Bislang war bereits bekannt, dass sich in der Bronzezeit die ersten größeren hierarchischen Strukturen entwickelten. Für Überraschung sorgte bei der aktuellen Studie, dass soziale Unterschiede innerhalb eines einzelnen Haushalts existierten und über Generationen hinweg aufrechterhalten wurden.

Hochrangiges, nicht-lokales Frauengrab aus Haunstetten. Die ebenfalls nicht-lokale Halbschwester wurde in Königsbrunn, in einer Entfernung von nur wenigen Kilometern bestattet.
Foto: Stadtarchäologie Augsburg

Frauen mussten den Hof verlassen

Erkennbar wurde dies anhand der Grabbeigaben, die den Status der Verstorbenen verraten. Im Lechtal wurden Waffen und aufwendiger Schmuck nur eng verwandten Familienmitgliedern sowie Frauen, die aus 400 bis 600 Kilometern Entfernung in die Familie kamen, ins Grab gegeben. In der Studie ist es erstmals für die Vorgeschichte gelungen, aus Gräberfeldern Familienstammbäume abzulesen, die vier bis fünf Generationen umspannen. Diese Generationen umfassten überraschender Weise aber nur die männlichen Verwandtschaftslinien.

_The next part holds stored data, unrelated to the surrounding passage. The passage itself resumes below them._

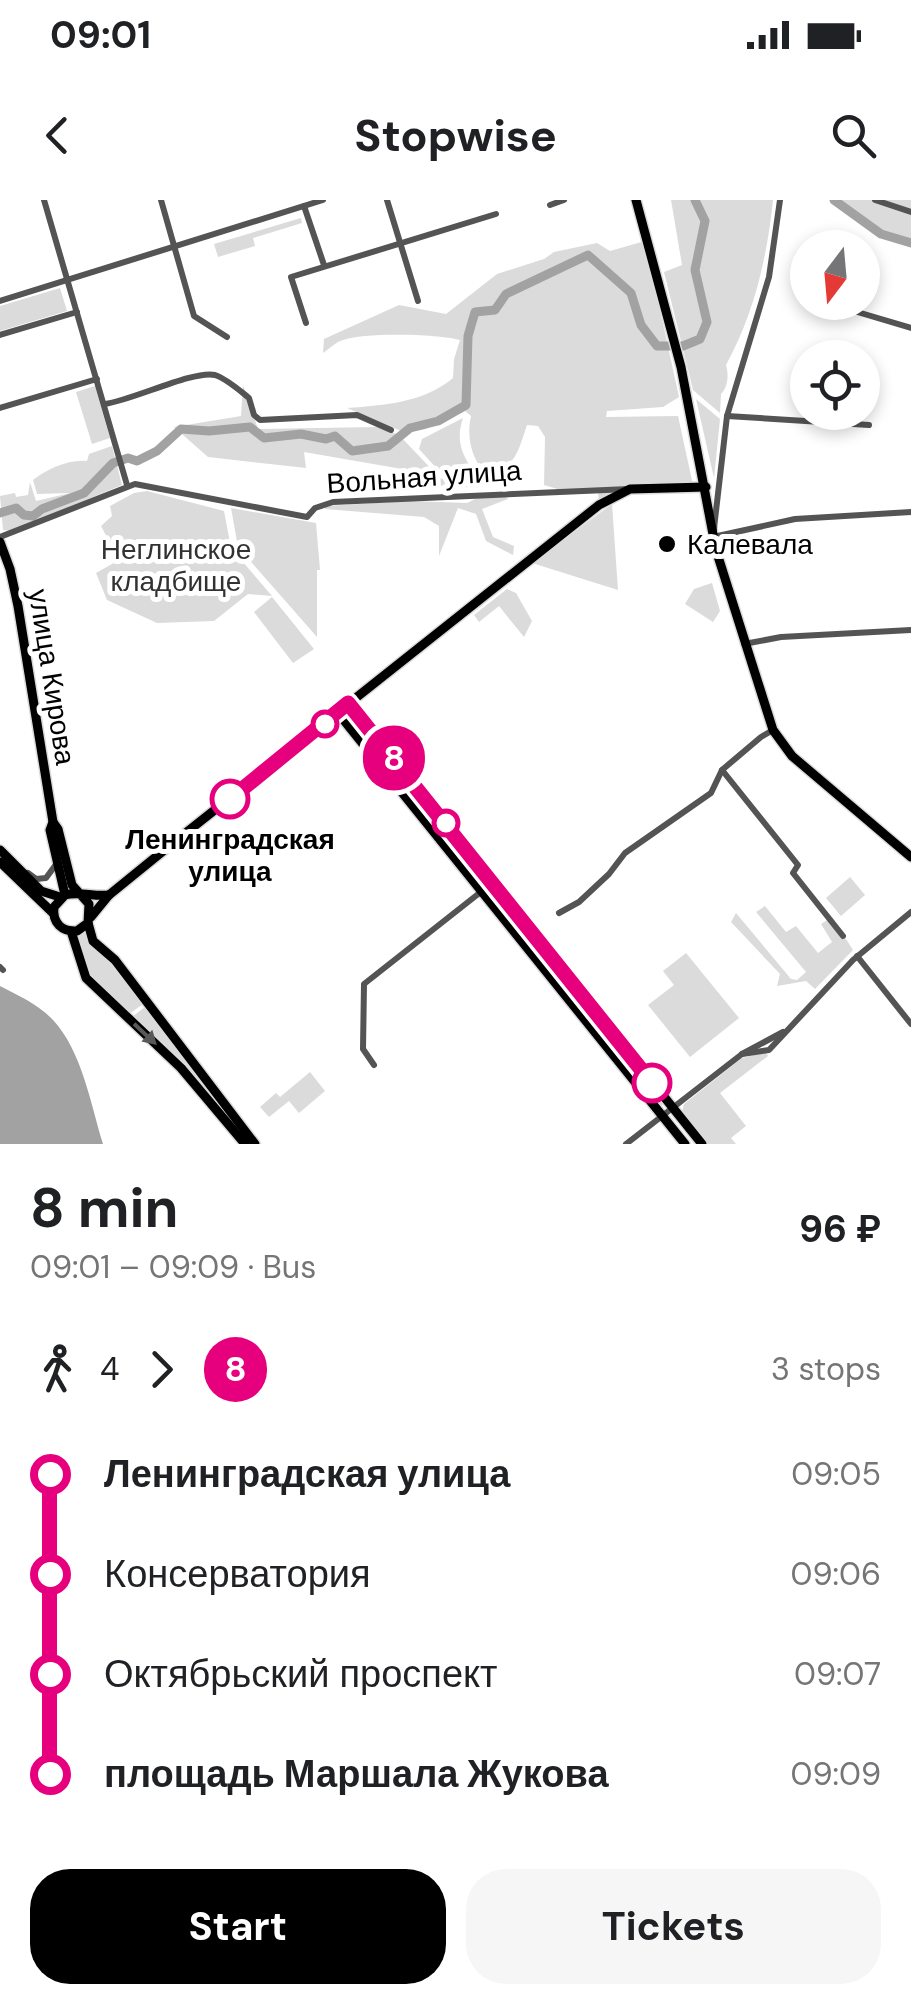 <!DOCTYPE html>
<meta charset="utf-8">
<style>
body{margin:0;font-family:"DM Sans",sans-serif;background:#f6f6f6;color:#202124;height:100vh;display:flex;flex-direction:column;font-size:38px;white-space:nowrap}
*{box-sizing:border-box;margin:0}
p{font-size:32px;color:#757577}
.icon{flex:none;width:55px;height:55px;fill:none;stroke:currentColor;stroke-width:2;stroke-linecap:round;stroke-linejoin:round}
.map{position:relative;height:944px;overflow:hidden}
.drawer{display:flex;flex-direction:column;background:#fff;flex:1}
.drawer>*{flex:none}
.badge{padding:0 20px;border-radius:32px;font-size:35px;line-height:65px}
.needle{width:65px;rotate:196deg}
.fabs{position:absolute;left:790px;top:30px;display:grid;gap:20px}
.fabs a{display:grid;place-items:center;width:90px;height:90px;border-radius:50%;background:#fff;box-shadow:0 5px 15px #0003;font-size:50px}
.map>.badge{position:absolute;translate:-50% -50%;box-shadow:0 0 0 5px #fff}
.legs{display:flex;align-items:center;gap:15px;height:110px;padding:0 30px;font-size:32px}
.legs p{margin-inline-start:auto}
.head{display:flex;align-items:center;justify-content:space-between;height:170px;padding:0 30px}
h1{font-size:55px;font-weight:700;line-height:75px}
.button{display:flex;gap:20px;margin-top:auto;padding:20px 30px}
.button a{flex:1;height:115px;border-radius:40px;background:#000;color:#fff;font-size:40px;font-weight:700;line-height:115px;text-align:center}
.button a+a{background:#f6f6f6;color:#202124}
ul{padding:0 30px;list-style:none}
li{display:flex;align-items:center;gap:35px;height:100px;font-size:38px}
li i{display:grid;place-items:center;width:15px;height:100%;margin:0 12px;background:currentColor}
li i::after{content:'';width:25px;height:25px;margin:-12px;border:8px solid;border-radius:50%;background:#fff}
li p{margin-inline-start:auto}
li:first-child i{background:linear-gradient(#0000 50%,currentColor 0)}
li:last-child i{background:linear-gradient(currentColor 50%,#0000 0)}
.status{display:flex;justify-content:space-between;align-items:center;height:70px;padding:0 50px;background:#fff;direction:ltr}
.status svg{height:28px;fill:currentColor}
header{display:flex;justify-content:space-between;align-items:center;height:130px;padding:0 30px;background:#fff;font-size:45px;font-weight:700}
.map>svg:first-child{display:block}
</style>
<div class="status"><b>09:01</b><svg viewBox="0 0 49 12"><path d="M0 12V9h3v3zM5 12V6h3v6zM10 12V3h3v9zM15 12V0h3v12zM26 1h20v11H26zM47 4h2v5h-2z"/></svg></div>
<header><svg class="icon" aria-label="back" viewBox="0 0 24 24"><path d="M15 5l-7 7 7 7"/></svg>Stopwise<svg class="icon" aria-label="search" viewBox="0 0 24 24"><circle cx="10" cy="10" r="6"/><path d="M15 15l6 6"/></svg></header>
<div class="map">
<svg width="911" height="944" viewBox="0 0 911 944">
<rect width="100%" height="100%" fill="#fff"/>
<g fill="#dbdbdb">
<path d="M671,0H773C767,58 754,114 726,165C729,175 728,187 721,194L720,213L693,190L664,72L682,65Z"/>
<path d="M841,0H911V47L866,26L865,18Z"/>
<path d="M301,18L302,23L253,38L255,46L218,57L214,44Z"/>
<path d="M645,41L679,197L663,207L607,211L606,217L678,216L693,285L612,291L599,302L598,293L574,294L544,285L545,237L538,226L527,225C518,251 516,267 488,276C472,261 466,238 471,216L465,211L426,229L406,233L347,208C385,205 423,203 453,178L454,159L460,140C439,134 364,132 343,140C336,142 329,149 323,153L324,139L399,105L446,114L497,74L544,59L554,52L597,43L610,51Z"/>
<path d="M60,88L67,111L0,131V106Z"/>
<path d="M243,185L258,229L377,227L399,235L440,278L480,288L430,285L402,269L304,252L306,268L208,257L174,227L241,216Z"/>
<path d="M95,186L110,238L92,244L76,192Z"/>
<path d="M696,199L720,219L714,278Z"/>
<path d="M463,218C454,244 465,259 479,280L476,282L440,272L419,249L422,239Z"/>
<path d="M112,246L122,285L11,331L3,330L0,296L15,293L16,297L28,295L30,282L36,301L70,293L37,294L33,280C47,269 69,259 87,261L89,254Z"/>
<path d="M147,291L224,311L231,348L272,396L248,394L214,421L157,423L107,400L96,373L119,360L101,326L112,316L110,306L134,293Z"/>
<path d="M485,294H502L508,299L482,309L493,337L514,346L513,355L486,341L476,314L458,308L439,356V326L424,317L325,309V306L410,301L467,303Z"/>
<path d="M612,304L618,390L532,363Z"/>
<path d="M231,308L316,323L320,370H317V437L238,347Z"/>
<path d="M712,383L720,411L713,422L685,404L694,389Z"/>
<path d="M507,389L516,393L532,421L524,437L499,406L479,422L474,415Z"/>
<path d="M272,397L314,449L293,463L254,412Z"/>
<path d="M362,522L664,903L660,907L355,527Z"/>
<path d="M850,677L865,695L841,716L826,698Z"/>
<path d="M765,706L786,732L796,726L818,753L832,742L821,724L832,717L853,750L815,789L806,781L777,786L780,774L731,722L736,713L791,779L797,780L806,772L756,712Z"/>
<path d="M86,731L92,744L109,759L143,804L129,814L90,777L76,736Z"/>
<path d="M686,753L739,818L690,857L648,805L674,785L663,771Z"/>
<path d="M145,807L220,902L218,904L185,867L132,817Z"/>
<path d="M766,852L768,856L720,893L746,926L731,938L736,944H707L682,912L684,904L742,858Z"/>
<path d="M310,872L325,891L299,913L289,901L269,917L260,907L276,893L280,897Z"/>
</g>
<path fill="#a2a2a2" d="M0,786C19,796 38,804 53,820C82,851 91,905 103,944H0Z"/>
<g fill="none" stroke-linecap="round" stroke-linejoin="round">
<g stroke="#a2a2a2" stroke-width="9">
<path d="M834,0L881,34L911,43"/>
<path d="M0,313L16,308L24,315L33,316L42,309L84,293L113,263L128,258L137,261L157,251L181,229L209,231L250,227L264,238L301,234L326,239L335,236L352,251L388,246L410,228L438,221L466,205L468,136L475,112L495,110L506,94L588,55L631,93L641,125L657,146H683L700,139L707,122L695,70L705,21L695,0"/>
</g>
<g stroke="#dbdbdb" stroke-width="12">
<g id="major">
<path d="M636,0L681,167L716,350L773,530L792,556L911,657"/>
<path d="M0,342L10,369L18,406L53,622L50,630L65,695"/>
<path d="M348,503L702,944"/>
<path d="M338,513L685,944"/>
<path d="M53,622L58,629L72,685L89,704L88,723L77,731C62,732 52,723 54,707L65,695C79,691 94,697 109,695"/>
<path d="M0,650L41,691L60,697"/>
<path d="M0,662L53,713"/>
<path d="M91,717L109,695L173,643L599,305L630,289L706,287"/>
<path d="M88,723L93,741L115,760L255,944"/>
<path d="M71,731L86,778L181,868L245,944"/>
</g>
</g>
<g stroke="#545454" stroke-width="6">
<path d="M44,0L127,285"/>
<path d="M161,0L194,116L227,137"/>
<path d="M387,0L418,101"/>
<path d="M780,0L769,77L727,216L713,337L795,319L911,312"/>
<path d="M875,0L911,12"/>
<path d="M550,5L564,0"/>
<path d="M304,6L324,65"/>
<path d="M0,101L323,0"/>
<path d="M849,105L854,111L911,128"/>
<path d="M306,123L291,77L496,14"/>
<path d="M0,135L77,112"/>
<path d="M105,204C133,200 194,170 215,175C227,179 239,190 249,198L254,215L260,220L357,215L391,230"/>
<path d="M0,208L97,179"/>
<path d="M727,216L869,225"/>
<path d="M0,337L135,284L307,317L315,308L333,302L629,289"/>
<path d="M744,444L781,437L911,430"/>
<path d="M722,570L798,665L793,673L843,736"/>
<path d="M28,673L36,679L46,678L57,663"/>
<path d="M559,713L579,702L609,674L625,653L711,593L722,570L761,537L773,530"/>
<path d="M857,756L911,824"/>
<path d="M0,767L3,770"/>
<path d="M742,854L769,850L853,760L911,712"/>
<path d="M374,865L363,849L364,784L482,691"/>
<path d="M626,944L742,854L783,832"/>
</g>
<use href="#major" stroke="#000" stroke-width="9"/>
</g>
<defs><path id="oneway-solid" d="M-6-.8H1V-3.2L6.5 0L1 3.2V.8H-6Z" transform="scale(2.5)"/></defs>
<use fill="#595959" href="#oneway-solid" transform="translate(145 834) rotate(43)"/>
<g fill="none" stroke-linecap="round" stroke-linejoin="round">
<g stroke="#fff" stroke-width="22">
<path id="line-1" d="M230,599L348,503L652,883"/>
</g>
<use href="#line-1" stroke="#e6007e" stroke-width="15"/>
</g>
<circle fill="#000" stroke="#fff" stroke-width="4" cx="667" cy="344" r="10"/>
<g fill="#fff" stroke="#e6007e" stroke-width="5">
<circle cx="325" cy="524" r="12"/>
<circle cx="230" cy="599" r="18"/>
<circle cx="446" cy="623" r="12"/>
<circle cx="652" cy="883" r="18"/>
</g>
<g text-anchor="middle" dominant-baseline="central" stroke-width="10" stroke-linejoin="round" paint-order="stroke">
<g font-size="28" fill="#000" stroke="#fff">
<text transform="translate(424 277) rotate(-4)">Вольная улица</text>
<text transform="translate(52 477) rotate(81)">улица Кирова</text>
</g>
<g font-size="28" fill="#000" stroke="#fff" text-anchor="start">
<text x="687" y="344">Калевала</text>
</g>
<g font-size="28" fill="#323232" stroke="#fff">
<text x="176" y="349">Неглинское<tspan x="176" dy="32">кладбище</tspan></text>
</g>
<g font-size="28" font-weight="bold" fill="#000" stroke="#fff">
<text x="230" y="639">Ленинградская<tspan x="230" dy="32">улица</tspan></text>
</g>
</g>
</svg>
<div class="fabs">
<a><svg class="needle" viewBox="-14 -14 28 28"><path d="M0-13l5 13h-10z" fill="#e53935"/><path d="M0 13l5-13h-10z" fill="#757577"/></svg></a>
<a><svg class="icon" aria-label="locate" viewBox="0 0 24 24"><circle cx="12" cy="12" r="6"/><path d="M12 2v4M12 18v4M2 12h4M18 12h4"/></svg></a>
</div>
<b class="badge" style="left:394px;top:558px;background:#e6007e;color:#fff">8</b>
</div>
<section class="drawer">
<div class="head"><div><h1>8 min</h1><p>09:01 – 09:09 · Bus</p></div><b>96 ₽</b></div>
<div class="legs"><svg class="icon" aria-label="walk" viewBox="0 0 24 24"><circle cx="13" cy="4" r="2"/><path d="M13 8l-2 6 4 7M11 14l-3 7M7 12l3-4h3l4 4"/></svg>4<svg class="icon" aria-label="forward" viewBox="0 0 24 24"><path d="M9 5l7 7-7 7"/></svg><b class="badge" style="background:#e6007e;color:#fff">8</b><p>3 stops</p></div>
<ul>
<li><i style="color:#e6007e"></i><b>Ленинградская улица</b><p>09:05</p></li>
<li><i style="color:#e6007e"></i><span>Консерватория</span><p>09:06</p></li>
<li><i style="color:#e6007e"></i><span>Октябрьский проспект</span><p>09:07</p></li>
<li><i style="color:#e6007e"></i><b>площадь Маршала Жукова</b><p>09:09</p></li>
</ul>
<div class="button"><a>Start</a><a>Tickets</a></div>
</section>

Die weiblichen Nachkommen mussten offensichtlich den Hof verlassen, wenn sie das Erwachsenenalter erreicht hatten. Bei den Müttern der Söhne handelte es sich hingegen stets um zugezogene Frauen. "Die Archäogenetik gibt uns hier einen völlig neuen Blick in die Vergangenheit. Wir hätten es bis vor Kurzem nicht für möglich gehalten, dass wir einmal Heiratsregeln, soziale Struktur und Ungleichheit in der Vorgeschichte untersuchen können", sagt Johannes Krause, Koautor der Studie vom Max-Planck-Institut für Menschheitsgeschichte (MPI-SHH) in Jena.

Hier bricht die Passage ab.